EXERCISE: Look for "Start" in the material below and show each line that contains it.

DATA SUPPLIED:

· · · ·

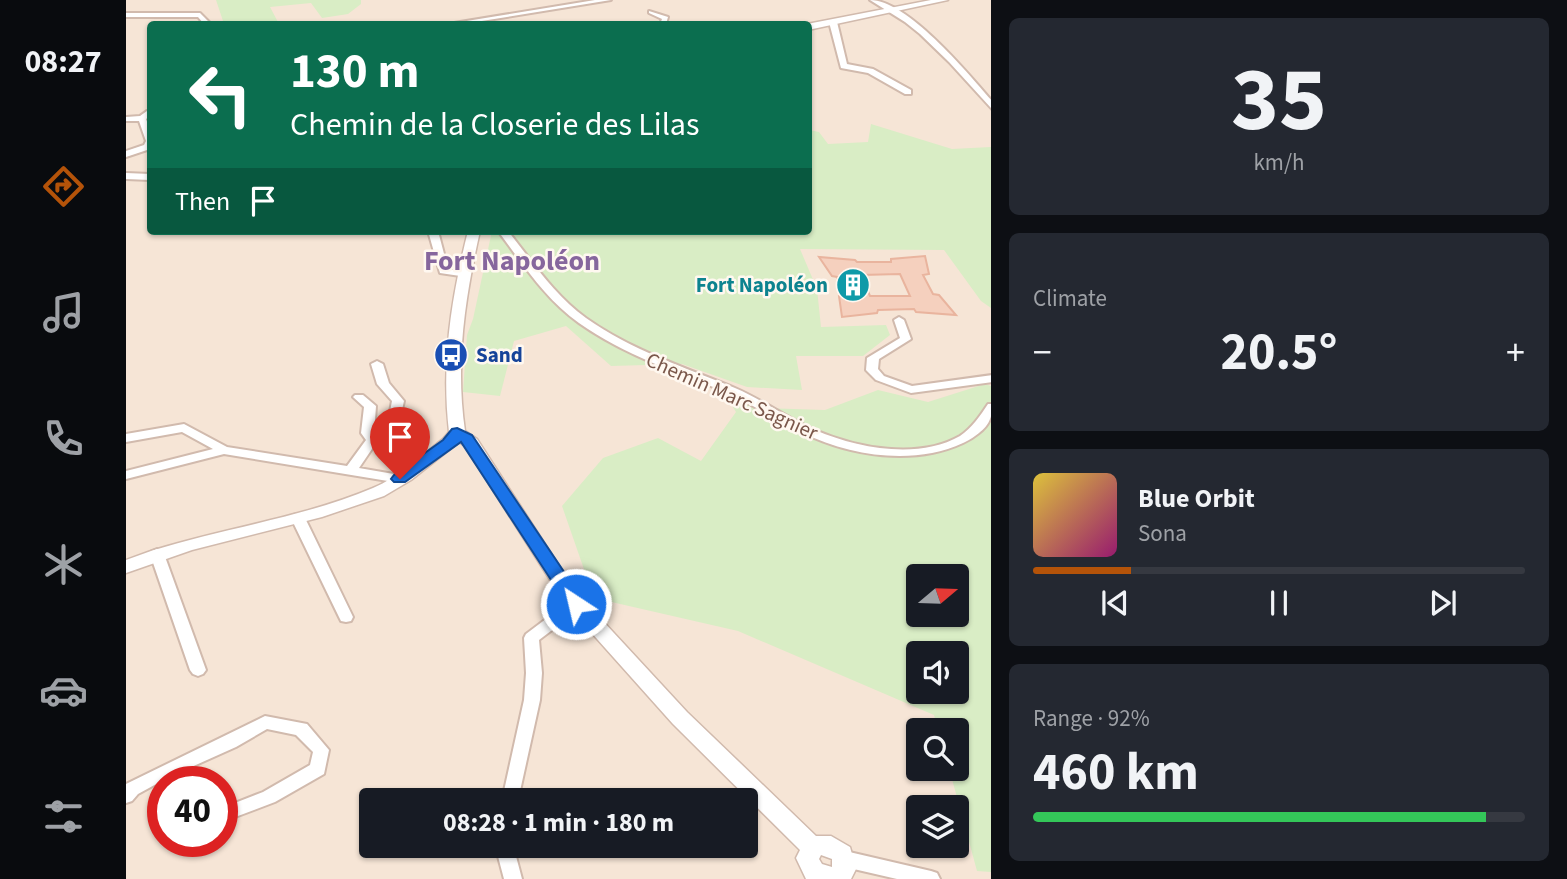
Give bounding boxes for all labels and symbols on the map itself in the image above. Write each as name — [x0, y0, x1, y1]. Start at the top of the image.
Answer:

· · · ·

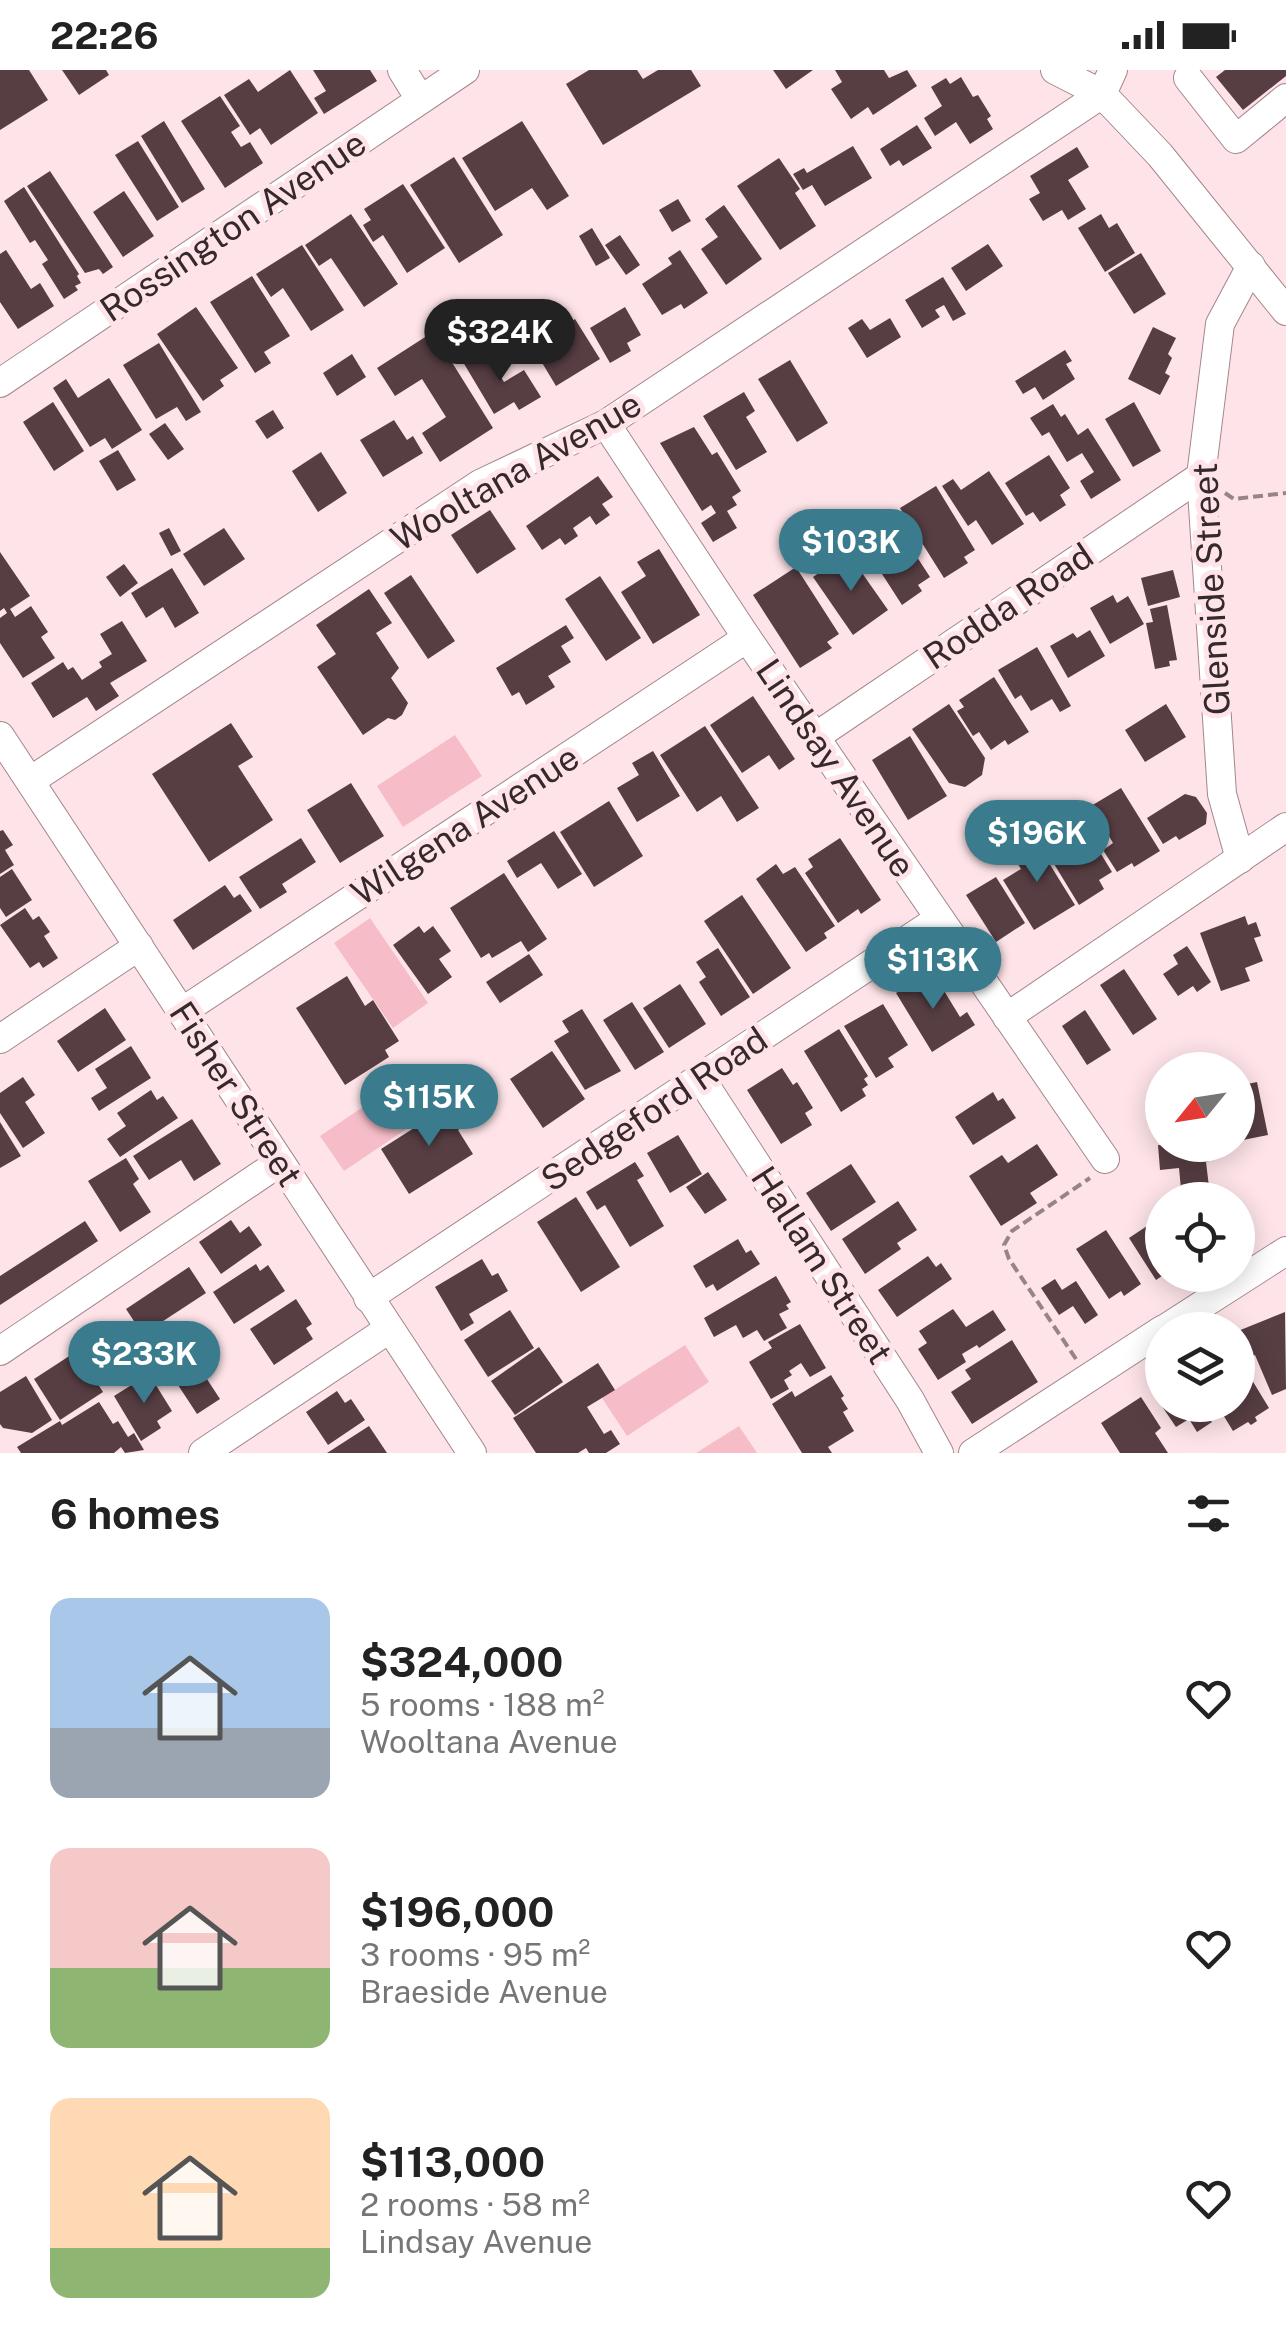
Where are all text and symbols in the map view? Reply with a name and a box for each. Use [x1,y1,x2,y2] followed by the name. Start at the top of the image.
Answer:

· · · ·

ANSWER AREA:
Give bounding boxes for all labels and symbols on the map itself in the image above. Write each as name — [x0, y0, x1, y1]. Start at the top of the image.
Where are all text and symbols in the map view? Reply with a name and a box for each. Use [x1,y1,x2,y2] followed by the name. Start at the top of the image.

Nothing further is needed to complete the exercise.